- **How to complete this task**
Retype, word for word, every line of the records below starting at the one that contains "Map reading. Build" and ending at the one that contains "Give me a JSON index of this"; include both of those lines and nothing more.

- **Raw data**
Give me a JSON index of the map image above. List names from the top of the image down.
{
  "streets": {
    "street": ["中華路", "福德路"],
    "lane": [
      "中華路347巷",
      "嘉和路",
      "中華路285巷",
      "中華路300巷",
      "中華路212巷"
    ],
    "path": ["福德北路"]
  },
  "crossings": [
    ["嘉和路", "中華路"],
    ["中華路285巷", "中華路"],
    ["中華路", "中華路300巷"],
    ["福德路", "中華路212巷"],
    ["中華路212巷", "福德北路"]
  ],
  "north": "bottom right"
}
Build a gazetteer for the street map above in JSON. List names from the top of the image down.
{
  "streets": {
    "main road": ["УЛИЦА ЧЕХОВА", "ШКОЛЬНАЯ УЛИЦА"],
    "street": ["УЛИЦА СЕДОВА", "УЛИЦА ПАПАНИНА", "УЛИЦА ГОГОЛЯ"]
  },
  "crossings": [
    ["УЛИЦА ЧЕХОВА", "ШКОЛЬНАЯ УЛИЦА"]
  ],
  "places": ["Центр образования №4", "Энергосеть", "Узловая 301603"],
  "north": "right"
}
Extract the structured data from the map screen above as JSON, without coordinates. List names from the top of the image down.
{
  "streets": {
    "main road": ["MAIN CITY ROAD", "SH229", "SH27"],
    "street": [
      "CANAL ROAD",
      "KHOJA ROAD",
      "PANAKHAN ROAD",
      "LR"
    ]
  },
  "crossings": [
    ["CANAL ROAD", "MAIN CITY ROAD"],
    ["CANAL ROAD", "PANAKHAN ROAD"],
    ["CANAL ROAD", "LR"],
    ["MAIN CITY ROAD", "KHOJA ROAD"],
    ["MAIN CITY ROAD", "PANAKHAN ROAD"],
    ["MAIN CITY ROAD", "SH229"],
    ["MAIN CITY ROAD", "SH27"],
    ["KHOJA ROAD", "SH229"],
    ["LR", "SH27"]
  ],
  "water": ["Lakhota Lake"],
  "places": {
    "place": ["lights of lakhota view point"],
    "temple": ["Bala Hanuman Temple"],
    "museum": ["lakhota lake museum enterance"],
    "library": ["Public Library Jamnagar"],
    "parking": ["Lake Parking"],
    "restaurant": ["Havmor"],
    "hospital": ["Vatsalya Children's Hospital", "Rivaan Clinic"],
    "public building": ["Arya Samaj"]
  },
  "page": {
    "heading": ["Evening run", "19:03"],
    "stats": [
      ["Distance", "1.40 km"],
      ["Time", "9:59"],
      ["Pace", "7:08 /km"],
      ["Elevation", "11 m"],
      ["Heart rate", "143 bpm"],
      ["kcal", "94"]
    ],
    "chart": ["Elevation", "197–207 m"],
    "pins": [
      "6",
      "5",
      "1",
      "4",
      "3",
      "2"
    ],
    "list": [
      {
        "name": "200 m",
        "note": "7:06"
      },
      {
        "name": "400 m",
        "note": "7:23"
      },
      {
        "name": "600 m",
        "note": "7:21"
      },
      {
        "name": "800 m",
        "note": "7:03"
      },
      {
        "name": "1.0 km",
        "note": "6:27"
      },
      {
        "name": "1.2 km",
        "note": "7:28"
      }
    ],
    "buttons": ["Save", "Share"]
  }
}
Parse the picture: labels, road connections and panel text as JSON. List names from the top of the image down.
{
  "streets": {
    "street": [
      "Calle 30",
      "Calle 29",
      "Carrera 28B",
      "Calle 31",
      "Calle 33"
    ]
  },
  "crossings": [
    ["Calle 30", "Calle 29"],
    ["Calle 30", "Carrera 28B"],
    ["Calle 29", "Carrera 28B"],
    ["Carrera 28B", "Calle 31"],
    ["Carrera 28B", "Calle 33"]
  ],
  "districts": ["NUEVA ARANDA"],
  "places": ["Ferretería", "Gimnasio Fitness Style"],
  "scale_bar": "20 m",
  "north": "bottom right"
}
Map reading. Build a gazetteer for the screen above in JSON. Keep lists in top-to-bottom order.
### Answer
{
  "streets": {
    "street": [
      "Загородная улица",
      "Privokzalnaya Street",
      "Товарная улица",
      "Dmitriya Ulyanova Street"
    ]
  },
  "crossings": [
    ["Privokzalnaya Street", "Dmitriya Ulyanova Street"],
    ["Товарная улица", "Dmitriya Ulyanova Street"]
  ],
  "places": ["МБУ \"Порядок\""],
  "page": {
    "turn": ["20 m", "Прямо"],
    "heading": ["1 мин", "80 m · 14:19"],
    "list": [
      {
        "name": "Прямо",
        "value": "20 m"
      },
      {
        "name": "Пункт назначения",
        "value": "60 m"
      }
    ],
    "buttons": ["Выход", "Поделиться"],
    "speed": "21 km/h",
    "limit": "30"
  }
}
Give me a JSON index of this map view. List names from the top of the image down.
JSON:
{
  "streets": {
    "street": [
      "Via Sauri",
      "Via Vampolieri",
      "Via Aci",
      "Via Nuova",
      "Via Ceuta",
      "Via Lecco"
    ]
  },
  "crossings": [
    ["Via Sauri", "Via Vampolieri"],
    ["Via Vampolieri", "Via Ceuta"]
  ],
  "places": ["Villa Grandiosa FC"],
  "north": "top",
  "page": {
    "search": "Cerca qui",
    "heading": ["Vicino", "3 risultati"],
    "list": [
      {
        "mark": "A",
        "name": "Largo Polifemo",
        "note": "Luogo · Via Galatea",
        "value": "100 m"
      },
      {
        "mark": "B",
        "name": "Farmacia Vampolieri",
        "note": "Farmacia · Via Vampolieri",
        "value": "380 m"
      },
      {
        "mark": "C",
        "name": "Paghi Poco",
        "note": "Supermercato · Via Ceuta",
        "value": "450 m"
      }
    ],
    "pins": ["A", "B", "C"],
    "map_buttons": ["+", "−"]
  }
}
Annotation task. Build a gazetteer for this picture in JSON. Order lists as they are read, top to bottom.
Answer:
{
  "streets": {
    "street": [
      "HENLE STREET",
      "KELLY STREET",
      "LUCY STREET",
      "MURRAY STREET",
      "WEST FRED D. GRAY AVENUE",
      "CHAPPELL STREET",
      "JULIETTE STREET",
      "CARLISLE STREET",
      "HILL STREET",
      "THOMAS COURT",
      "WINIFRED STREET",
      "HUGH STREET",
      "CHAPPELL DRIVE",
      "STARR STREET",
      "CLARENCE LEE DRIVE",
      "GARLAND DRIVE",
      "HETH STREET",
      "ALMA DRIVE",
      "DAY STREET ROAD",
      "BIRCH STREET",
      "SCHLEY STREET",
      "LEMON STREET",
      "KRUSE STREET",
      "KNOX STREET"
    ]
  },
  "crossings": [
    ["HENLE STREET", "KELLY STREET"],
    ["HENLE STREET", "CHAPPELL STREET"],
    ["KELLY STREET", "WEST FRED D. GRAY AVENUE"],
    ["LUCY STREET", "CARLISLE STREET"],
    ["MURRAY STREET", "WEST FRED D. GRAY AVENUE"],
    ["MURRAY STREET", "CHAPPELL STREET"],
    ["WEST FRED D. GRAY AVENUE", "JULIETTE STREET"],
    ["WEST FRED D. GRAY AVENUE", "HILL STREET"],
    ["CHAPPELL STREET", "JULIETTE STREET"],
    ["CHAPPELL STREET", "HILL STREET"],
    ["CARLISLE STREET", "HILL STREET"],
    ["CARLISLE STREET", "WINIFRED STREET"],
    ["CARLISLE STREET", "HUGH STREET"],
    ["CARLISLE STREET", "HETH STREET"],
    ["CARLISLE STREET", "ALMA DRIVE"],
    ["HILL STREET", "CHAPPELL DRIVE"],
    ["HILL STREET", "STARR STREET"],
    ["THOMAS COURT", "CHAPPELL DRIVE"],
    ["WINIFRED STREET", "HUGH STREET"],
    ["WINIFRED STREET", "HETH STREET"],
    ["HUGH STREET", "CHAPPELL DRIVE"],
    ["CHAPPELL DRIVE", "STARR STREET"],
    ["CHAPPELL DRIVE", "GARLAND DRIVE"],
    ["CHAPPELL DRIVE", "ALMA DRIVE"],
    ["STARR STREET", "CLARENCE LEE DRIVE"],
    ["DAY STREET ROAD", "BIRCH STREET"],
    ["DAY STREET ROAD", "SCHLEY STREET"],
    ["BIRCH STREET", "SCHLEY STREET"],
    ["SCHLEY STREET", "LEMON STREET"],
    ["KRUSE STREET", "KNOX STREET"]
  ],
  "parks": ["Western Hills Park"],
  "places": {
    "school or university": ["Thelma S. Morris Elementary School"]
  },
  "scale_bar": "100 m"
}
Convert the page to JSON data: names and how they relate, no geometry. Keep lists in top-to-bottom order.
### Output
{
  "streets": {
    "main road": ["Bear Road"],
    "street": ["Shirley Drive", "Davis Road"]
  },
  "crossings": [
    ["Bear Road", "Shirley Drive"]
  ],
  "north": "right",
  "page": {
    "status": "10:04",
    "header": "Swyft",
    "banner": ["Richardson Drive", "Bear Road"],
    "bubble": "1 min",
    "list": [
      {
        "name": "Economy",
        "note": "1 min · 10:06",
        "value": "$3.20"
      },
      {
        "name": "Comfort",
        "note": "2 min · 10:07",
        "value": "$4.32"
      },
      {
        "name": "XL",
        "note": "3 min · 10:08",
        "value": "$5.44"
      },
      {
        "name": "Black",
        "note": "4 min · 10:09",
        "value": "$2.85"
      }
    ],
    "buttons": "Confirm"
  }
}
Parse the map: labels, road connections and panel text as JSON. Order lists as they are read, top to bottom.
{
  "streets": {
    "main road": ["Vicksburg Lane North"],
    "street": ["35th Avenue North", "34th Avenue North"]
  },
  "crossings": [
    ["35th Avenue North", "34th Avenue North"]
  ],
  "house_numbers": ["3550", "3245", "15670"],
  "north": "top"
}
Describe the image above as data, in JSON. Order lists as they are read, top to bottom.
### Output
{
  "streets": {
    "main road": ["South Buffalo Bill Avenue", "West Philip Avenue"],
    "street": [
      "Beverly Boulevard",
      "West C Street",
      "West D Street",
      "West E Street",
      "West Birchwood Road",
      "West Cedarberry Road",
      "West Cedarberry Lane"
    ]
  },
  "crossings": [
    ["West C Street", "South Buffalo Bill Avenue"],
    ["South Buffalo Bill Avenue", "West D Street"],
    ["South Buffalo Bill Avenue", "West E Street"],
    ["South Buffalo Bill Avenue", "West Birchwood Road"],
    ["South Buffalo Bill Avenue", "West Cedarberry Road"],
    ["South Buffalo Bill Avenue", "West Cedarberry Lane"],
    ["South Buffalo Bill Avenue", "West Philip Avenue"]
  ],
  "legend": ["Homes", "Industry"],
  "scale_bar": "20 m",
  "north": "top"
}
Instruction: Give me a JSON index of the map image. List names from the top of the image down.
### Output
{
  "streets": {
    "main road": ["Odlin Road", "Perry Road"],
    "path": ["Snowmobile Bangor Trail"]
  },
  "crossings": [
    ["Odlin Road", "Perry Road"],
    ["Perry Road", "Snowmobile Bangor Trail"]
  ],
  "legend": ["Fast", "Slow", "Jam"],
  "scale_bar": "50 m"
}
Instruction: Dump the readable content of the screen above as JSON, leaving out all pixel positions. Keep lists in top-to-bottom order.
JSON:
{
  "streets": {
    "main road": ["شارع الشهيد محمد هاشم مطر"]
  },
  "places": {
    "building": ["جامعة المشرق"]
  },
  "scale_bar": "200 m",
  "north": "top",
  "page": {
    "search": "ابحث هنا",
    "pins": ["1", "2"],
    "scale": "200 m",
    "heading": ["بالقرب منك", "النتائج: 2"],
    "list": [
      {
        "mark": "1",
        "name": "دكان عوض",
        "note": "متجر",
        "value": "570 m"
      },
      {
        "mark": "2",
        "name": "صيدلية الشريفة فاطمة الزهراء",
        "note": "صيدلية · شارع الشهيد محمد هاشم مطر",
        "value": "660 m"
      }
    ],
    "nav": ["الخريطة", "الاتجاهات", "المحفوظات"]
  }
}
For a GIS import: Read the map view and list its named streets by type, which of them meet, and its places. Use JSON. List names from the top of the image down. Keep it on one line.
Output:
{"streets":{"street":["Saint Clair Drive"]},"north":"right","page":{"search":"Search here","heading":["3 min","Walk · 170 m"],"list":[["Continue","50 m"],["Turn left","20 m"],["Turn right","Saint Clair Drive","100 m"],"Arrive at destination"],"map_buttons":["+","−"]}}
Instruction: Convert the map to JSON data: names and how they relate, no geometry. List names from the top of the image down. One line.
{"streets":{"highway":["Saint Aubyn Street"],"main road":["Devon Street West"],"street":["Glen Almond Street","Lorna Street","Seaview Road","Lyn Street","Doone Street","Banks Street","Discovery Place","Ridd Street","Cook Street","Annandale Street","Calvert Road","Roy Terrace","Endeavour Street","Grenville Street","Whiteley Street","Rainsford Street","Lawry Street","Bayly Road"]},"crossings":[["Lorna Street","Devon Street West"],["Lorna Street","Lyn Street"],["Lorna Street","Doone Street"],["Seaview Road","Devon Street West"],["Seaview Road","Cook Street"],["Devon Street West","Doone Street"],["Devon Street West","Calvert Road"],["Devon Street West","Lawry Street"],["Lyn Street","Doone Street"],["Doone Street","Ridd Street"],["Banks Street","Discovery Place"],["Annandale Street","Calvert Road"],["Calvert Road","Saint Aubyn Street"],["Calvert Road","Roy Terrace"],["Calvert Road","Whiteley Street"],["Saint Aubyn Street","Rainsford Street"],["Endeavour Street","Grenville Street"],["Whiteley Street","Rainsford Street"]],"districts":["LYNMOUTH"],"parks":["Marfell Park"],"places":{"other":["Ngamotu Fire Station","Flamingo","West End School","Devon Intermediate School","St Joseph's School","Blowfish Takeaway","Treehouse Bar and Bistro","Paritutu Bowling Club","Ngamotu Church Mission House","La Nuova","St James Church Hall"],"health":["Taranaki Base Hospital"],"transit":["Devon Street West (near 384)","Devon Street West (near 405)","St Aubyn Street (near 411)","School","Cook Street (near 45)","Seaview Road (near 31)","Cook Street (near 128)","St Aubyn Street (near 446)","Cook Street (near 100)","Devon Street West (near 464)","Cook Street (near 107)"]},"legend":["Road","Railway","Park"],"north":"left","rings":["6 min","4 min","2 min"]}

- **Reply**
Map reading. Build a gazetteer for the screen above in JSON. Keep lists in top-to-bottom order.
### Answer
{
  "streets": {
    "street": [
      "Загородная улица",
      "Privokzalnaya Street",
      "Товарная улица",
      "Dmitriya Ulyanova Street"
    ]
  },
  "crossings": [
    ["Privokzalnaya Street", "Dmitriya Ulyanova Street"],
    ["Товарная улица", "Dmitriya Ulyanova Street"]
  ],
  "places": ["МБУ \"Порядок\""],
  "page": {
    "turn": ["20 m", "Прямо"],
    "heading": ["1 мин", "80 m · 14:19"],
    "list": [
      {
        "name": "Прямо",
        "value": "20 m"
      },
      {
        "name": "Пункт назначения",
        "value": "60 m"
      }
    ],
    "buttons": ["Выход", "Поделиться"],
    "speed": "21 km/h",
    "limit": "30"
  }
}
Give me a JSON index of this map view. List names from the top of the image down.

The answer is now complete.